GIVEN RECORDS:
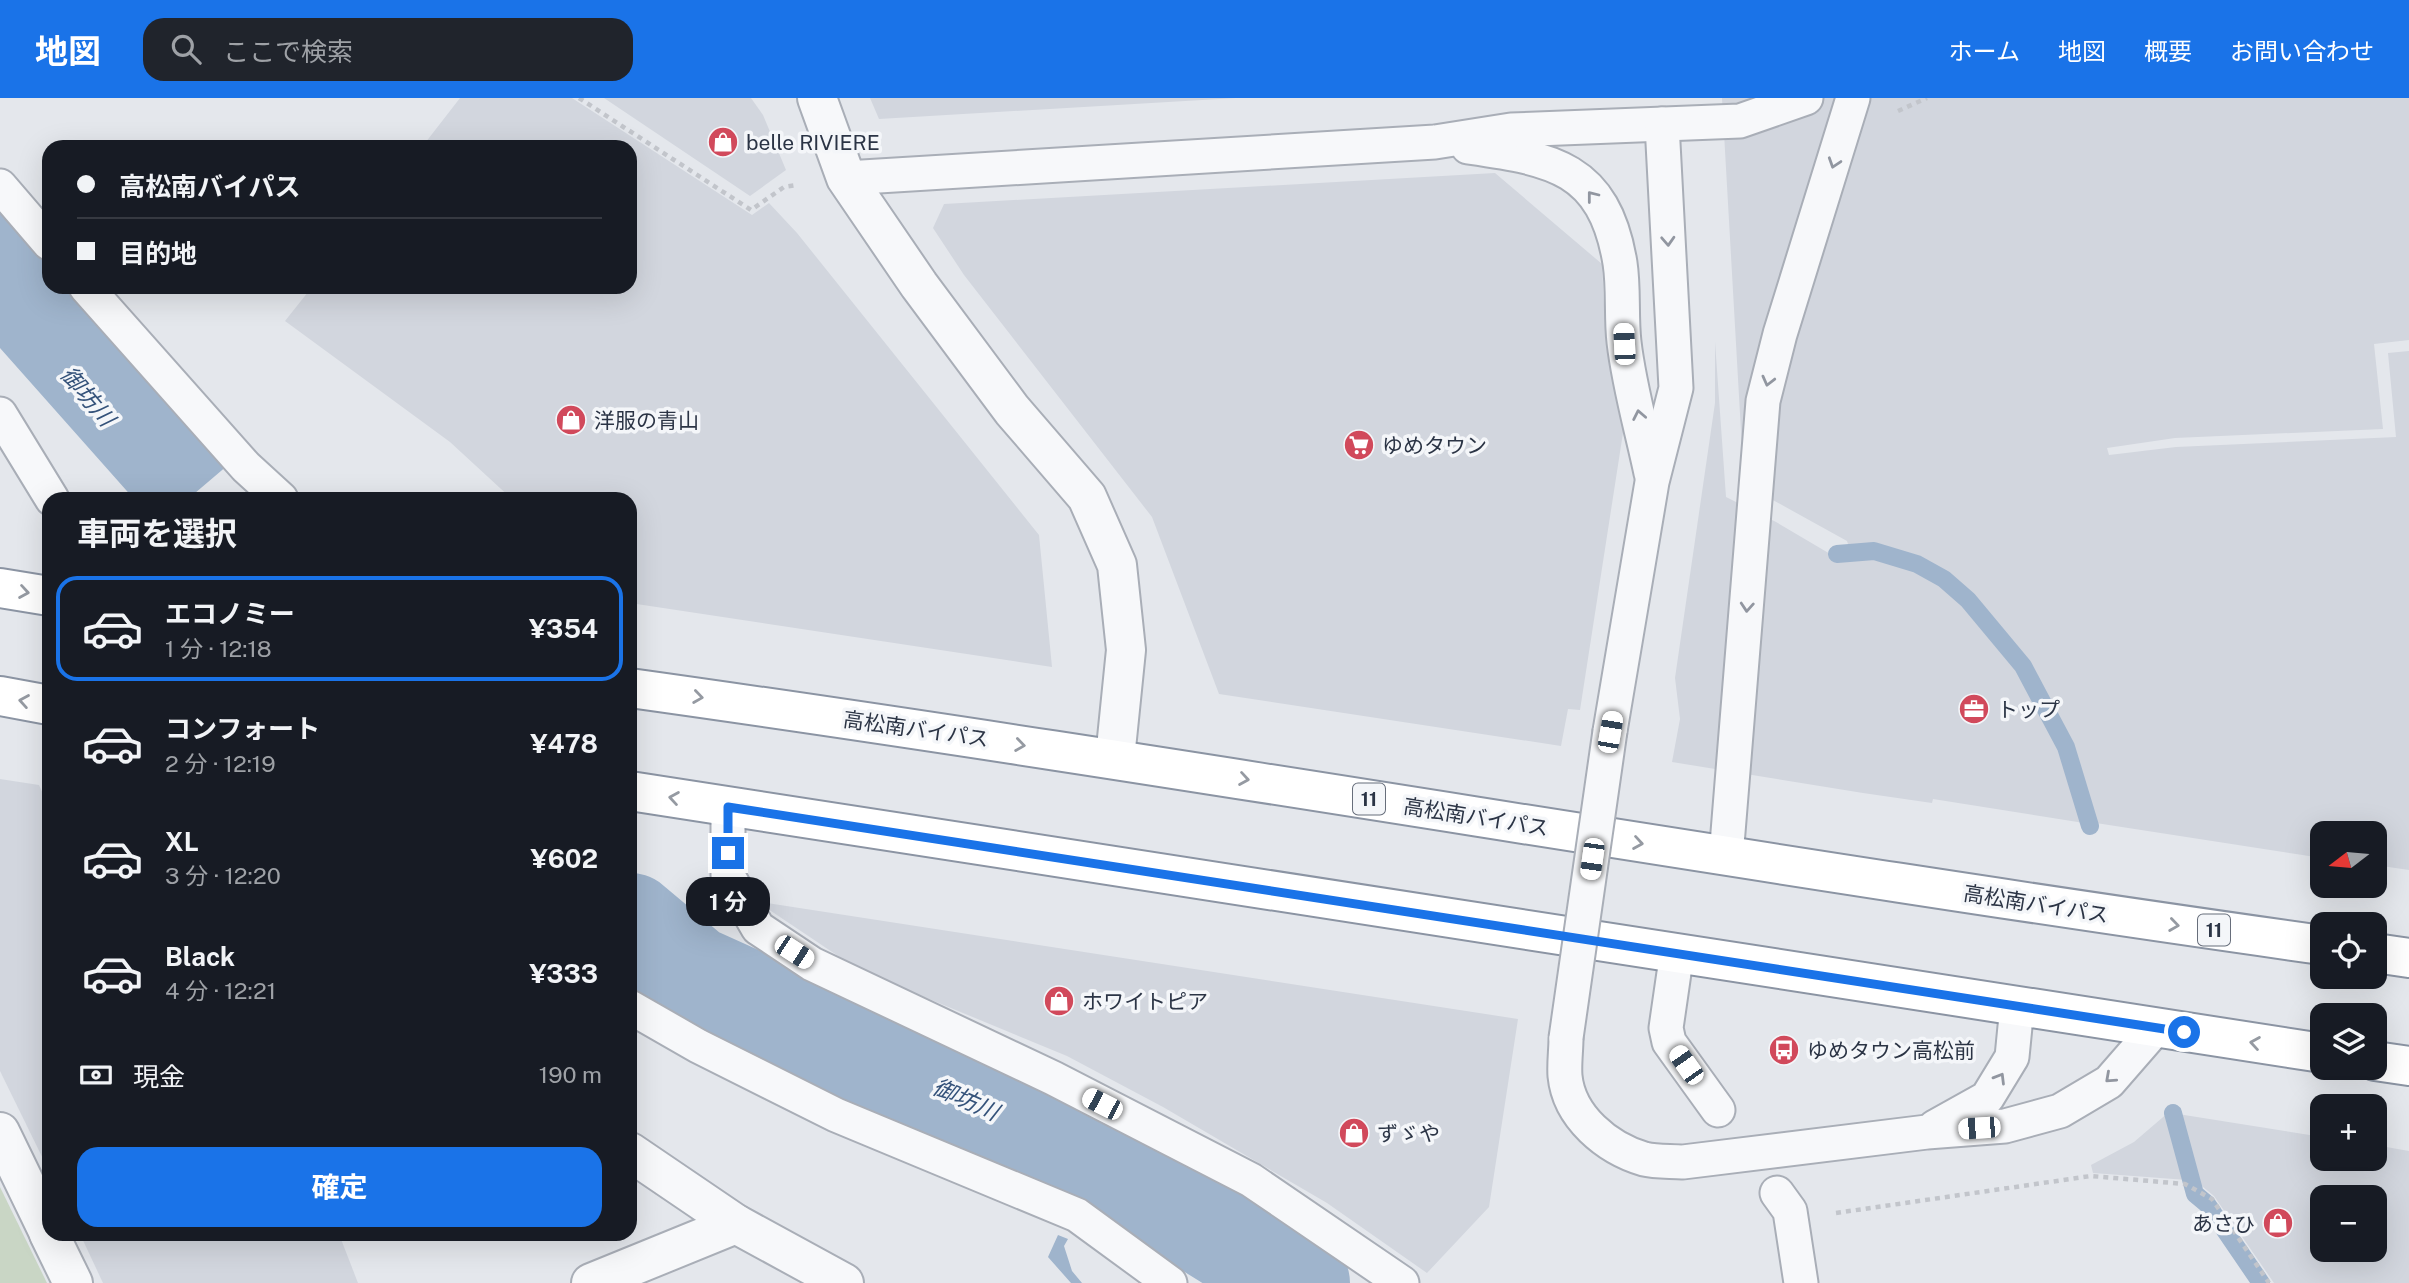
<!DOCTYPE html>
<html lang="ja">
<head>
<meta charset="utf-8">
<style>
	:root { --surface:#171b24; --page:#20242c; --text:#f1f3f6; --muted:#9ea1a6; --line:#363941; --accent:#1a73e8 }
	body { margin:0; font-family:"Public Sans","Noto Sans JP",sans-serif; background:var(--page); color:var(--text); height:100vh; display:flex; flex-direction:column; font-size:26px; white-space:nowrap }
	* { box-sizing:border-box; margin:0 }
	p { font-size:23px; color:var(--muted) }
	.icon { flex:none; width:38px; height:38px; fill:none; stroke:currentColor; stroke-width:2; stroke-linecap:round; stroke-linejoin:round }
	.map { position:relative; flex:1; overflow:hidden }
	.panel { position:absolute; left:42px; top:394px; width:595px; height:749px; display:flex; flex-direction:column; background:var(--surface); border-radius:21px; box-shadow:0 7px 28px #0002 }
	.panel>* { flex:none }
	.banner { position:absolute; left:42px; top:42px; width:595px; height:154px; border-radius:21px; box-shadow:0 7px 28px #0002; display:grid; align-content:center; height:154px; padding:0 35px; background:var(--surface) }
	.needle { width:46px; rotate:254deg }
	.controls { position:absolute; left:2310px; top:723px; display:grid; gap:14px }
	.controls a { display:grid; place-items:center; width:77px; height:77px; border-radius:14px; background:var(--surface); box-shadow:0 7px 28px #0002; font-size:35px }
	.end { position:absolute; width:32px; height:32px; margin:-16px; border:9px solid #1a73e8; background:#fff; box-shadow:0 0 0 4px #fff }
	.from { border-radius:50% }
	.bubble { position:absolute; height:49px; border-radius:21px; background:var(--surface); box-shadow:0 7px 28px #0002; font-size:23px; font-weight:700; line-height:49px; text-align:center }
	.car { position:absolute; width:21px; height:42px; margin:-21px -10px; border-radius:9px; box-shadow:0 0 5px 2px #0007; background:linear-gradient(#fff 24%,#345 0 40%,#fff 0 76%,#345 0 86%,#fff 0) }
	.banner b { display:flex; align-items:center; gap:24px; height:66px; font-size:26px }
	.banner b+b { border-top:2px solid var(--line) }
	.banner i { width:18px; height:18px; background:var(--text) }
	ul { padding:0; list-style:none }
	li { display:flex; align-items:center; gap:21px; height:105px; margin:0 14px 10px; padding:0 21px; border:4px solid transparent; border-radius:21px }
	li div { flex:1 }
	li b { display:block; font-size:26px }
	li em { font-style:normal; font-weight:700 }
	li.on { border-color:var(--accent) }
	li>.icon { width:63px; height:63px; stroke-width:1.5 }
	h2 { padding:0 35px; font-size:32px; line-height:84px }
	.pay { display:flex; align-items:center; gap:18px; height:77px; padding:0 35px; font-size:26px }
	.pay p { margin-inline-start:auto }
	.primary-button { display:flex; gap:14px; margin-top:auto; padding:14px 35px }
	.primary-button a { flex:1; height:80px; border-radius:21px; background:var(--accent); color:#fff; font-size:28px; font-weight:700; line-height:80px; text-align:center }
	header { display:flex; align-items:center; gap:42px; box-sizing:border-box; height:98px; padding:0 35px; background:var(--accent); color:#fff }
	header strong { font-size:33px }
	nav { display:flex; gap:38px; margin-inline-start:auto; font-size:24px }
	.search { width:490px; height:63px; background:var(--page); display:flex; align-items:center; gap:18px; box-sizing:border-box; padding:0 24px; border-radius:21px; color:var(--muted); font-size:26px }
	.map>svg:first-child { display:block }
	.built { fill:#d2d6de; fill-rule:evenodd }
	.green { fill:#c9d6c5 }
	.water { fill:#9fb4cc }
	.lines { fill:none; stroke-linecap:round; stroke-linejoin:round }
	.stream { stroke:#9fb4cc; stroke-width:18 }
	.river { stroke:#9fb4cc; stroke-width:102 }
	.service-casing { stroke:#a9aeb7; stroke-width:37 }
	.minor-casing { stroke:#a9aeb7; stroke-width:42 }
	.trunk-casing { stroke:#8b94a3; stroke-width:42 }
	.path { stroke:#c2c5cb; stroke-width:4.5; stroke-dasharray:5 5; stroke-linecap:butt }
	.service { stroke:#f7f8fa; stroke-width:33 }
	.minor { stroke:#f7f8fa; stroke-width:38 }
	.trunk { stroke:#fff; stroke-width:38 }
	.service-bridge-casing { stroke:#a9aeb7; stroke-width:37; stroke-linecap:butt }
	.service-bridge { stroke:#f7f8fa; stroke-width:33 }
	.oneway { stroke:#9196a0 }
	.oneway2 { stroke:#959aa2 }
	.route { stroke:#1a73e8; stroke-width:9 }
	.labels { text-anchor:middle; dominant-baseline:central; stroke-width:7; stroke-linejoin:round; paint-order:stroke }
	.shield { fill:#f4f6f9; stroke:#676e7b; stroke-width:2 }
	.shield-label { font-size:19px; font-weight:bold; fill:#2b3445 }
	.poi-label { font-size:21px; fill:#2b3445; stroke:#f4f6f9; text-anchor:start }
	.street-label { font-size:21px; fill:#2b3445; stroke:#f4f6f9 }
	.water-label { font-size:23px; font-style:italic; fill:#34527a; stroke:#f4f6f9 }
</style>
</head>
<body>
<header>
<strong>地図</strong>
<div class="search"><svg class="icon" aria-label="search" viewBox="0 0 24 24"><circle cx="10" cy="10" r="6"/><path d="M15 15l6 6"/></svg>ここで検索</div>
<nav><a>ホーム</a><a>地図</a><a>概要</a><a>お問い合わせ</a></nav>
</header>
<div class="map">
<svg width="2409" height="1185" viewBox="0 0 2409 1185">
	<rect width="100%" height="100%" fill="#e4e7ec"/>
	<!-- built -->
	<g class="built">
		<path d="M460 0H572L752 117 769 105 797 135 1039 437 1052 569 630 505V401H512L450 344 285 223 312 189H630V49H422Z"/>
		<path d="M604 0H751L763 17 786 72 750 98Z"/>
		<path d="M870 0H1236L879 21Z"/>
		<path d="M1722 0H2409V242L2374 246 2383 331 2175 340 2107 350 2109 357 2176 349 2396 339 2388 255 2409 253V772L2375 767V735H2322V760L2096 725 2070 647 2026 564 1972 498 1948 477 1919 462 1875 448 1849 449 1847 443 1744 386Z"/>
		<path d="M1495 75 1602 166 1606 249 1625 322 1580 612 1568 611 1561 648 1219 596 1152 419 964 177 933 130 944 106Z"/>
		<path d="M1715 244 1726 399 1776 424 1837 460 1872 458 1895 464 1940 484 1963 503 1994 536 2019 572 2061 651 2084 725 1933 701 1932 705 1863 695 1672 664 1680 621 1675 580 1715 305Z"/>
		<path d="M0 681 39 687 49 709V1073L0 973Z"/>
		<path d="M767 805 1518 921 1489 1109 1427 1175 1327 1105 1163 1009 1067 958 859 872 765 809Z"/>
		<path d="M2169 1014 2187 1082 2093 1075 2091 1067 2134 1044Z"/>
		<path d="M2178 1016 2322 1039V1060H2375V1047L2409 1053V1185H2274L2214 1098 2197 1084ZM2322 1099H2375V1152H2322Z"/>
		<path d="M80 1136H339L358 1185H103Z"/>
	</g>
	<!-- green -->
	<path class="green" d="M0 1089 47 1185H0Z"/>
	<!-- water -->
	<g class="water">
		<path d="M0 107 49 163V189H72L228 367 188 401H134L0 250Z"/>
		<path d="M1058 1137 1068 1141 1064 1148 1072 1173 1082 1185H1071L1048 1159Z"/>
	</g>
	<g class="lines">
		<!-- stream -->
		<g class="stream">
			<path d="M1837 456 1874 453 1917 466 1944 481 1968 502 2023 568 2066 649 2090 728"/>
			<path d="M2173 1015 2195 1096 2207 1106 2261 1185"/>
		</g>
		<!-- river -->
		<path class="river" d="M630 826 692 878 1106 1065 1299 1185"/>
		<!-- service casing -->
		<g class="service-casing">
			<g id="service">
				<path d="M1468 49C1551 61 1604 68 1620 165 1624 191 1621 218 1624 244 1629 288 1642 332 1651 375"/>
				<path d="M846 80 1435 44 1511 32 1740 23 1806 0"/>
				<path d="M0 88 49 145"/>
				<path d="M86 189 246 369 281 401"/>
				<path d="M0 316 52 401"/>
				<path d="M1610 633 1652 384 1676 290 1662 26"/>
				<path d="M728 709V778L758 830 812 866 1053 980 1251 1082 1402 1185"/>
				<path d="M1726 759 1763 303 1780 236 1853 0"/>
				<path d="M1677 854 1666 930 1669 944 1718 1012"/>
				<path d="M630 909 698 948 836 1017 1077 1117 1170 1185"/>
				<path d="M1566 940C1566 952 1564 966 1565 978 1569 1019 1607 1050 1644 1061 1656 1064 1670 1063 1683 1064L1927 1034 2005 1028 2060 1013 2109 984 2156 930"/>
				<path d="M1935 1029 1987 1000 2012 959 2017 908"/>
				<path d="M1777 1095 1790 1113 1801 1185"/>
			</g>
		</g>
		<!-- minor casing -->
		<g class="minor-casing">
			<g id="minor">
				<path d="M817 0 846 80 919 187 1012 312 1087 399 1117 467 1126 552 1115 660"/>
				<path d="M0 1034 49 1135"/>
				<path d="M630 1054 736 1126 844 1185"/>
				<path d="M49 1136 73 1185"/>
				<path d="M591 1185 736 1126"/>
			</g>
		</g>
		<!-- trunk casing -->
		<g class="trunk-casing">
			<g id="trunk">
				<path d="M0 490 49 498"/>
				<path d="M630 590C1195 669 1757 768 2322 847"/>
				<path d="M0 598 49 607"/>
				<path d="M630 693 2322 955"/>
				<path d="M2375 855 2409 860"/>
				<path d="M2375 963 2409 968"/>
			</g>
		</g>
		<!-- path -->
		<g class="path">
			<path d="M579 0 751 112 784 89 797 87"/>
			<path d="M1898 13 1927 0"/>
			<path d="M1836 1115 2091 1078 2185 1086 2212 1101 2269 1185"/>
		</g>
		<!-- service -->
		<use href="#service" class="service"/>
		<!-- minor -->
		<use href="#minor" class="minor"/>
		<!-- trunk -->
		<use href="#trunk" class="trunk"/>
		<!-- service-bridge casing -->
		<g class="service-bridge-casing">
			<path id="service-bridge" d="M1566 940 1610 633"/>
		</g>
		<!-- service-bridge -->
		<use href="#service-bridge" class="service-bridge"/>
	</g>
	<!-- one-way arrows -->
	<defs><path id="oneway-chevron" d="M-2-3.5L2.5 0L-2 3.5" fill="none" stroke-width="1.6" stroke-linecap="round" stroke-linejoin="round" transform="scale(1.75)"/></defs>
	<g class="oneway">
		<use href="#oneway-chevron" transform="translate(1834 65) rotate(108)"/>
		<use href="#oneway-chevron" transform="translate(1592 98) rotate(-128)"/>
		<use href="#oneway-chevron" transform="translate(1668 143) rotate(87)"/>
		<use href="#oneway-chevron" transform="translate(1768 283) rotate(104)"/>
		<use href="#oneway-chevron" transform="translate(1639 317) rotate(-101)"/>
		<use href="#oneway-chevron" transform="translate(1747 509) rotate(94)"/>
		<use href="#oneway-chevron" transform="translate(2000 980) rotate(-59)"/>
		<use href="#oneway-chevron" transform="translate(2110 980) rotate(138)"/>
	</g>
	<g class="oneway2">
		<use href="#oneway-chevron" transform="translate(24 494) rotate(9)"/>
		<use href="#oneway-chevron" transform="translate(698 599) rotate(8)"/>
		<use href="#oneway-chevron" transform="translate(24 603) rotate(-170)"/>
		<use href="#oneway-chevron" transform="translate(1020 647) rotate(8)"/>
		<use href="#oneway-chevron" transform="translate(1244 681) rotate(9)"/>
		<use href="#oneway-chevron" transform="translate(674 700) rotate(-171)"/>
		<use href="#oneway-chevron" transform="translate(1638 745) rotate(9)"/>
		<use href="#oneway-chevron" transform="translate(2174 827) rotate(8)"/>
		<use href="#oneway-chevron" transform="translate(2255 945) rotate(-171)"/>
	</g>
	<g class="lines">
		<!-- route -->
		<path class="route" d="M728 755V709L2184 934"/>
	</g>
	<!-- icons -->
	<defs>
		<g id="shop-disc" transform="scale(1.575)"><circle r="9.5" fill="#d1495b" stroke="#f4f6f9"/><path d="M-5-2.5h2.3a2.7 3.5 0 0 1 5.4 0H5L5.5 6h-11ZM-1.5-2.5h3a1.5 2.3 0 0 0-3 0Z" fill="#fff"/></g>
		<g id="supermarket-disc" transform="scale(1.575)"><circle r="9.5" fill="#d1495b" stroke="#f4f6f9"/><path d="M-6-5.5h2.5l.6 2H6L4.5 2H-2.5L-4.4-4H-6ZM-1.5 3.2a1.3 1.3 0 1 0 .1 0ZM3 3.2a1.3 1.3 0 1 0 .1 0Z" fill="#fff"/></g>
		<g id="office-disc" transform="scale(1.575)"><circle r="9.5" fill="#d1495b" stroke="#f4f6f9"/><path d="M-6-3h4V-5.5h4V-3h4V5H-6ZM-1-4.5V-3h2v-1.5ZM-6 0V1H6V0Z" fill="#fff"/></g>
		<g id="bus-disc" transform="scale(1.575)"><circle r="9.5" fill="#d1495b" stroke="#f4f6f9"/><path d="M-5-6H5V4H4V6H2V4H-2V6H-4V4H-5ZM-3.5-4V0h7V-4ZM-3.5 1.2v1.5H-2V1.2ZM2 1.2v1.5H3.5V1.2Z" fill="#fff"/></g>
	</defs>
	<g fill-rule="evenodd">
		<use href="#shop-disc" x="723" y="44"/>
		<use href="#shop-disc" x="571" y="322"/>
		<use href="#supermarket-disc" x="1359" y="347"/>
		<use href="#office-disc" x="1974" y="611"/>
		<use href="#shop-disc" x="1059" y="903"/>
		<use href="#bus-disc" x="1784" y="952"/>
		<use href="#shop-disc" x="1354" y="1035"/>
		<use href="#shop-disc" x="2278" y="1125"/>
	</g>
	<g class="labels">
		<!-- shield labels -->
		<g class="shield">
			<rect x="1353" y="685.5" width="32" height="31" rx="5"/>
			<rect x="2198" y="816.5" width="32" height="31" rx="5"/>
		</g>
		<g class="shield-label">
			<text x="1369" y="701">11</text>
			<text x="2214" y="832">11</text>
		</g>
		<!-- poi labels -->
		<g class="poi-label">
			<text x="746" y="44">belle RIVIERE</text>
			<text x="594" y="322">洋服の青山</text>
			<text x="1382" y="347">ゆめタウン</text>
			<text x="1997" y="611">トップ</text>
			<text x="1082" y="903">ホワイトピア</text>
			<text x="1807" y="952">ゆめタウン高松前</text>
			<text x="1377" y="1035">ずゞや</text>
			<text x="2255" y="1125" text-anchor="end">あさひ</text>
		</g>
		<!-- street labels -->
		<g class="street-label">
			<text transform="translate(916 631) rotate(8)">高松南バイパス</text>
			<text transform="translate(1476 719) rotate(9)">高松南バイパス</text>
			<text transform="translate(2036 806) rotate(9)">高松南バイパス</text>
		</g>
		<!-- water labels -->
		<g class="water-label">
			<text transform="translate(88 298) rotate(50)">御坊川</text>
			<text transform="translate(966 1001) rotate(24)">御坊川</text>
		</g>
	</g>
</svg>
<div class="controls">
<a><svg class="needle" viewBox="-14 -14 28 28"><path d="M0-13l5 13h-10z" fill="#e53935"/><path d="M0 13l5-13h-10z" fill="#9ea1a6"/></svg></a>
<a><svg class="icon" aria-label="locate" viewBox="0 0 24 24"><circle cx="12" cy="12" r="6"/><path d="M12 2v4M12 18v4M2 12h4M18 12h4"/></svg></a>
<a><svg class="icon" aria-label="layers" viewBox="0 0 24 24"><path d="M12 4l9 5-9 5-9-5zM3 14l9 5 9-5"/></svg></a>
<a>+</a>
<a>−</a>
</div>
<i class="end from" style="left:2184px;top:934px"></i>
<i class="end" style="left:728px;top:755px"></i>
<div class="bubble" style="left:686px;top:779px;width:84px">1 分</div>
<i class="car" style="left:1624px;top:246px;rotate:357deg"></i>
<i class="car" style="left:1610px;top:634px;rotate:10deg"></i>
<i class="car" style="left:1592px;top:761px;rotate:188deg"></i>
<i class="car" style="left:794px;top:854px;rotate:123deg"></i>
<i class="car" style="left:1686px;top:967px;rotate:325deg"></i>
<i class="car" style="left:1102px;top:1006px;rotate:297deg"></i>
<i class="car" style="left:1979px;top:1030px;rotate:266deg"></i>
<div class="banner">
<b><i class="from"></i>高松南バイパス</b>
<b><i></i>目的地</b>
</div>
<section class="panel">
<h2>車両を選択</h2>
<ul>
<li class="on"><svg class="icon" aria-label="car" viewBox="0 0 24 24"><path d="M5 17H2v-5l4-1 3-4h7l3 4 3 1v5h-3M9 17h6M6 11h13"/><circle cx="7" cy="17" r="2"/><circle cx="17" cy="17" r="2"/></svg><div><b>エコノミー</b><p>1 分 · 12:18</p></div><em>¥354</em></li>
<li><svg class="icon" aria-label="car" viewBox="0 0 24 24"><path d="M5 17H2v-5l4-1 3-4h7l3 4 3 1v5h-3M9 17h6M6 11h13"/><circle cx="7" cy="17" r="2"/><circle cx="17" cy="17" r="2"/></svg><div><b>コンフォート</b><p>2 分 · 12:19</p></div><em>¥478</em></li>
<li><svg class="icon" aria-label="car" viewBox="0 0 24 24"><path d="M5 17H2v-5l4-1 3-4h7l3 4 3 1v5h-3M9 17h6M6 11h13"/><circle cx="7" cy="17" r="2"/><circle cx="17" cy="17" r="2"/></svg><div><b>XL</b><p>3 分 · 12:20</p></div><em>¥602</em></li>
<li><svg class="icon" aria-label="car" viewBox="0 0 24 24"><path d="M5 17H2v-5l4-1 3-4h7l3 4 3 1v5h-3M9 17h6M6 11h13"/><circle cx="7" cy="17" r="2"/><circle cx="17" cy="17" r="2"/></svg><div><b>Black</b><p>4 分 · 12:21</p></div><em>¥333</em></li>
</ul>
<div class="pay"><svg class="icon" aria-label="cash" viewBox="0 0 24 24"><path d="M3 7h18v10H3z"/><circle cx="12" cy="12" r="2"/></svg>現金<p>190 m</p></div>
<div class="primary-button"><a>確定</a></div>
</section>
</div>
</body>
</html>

WHAT YOU NEED TO DO:
Using the records above, restate word for word the lines from the one with "<!-- stream -->" through the one with "751 112 784", both included.

COMPLETED EXERCISE:
		<!-- stream -->
		<g class="stream">
			<path d="M1837 456 1874 453 1917 466 1944 481 1968 502 2023 568 2066 649 2090 728"/>
			<path d="M2173 1015 2195 1096 2207 1106 2261 1185"/>
		</g>
		<!-- river -->
		<path class="river" d="M630 826 692 878 1106 1065 1299 1185"/>
		<!-- service casing -->
		<g class="service-casing">
			<g id="service">
				<path d="M1468 49C1551 61 1604 68 1620 165 1624 191 1621 218 1624 244 1629 288 1642 332 1651 375"/>
				<path d="M846 80 1435 44 1511 32 1740 23 1806 0"/>
				<path d="M0 88 49 145"/>
				<path d="M86 189 246 369 281 401"/>
				<path d="M0 316 52 401"/>
				<path d="M1610 633 1652 384 1676 290 1662 26"/>
				<path d="M728 709V778L758 830 812 866 1053 980 1251 1082 1402 1185"/>
				<path d="M1726 759 1763 303 1780 236 1853 0"/>
				<path d="M1677 854 1666 930 1669 944 1718 1012"/>
				<path d="M630 909 698 948 836 1017 1077 1117 1170 1185"/>
				<path d="M1566 940C1566 952 1564 966 1565 978 1569 1019 1607 1050 1644 1061 1656 1064 1670 1063 1683 1064L1927 1034 2005 1028 2060 1013 2109 984 2156 930"/>
				<path d="M1935 1029 1987 1000 2012 959 2017 908"/>
				<path d="M1777 1095 1790 1113 1801 1185"/>
			</g>
		</g>
		<!-- minor casing -->
		<g class="minor-casing">
			<g id="minor">
				<path d="M817 0 846 80 919 187 1012 312 1087 399 1117 467 1126 552 1115 660"/>
				<path d="M0 1034 49 1135"/>
				<path d="M630 1054 736 1126 844 1185"/>
				<path d="M49 1136 73 1185"/>
				<path d="M591 1185 736 1126"/>
			</g>
		</g>
		<!-- trunk casing -->
		<g class="trunk-casing">
			<g id="trunk">
				<path d="M0 490 49 498"/>
				<path d="M630 590C1195 669 1757 768 2322 847"/>
				<path d="M0 598 49 607"/>
				<path d="M630 693 2322 955"/>
				<path d="M2375 855 2409 860"/>
				<path d="M2375 963 2409 968"/>
			</g>
		</g>
		<!-- path -->
		<g class="path">
			<path d="M579 0 751 112 784 89 797 87"/>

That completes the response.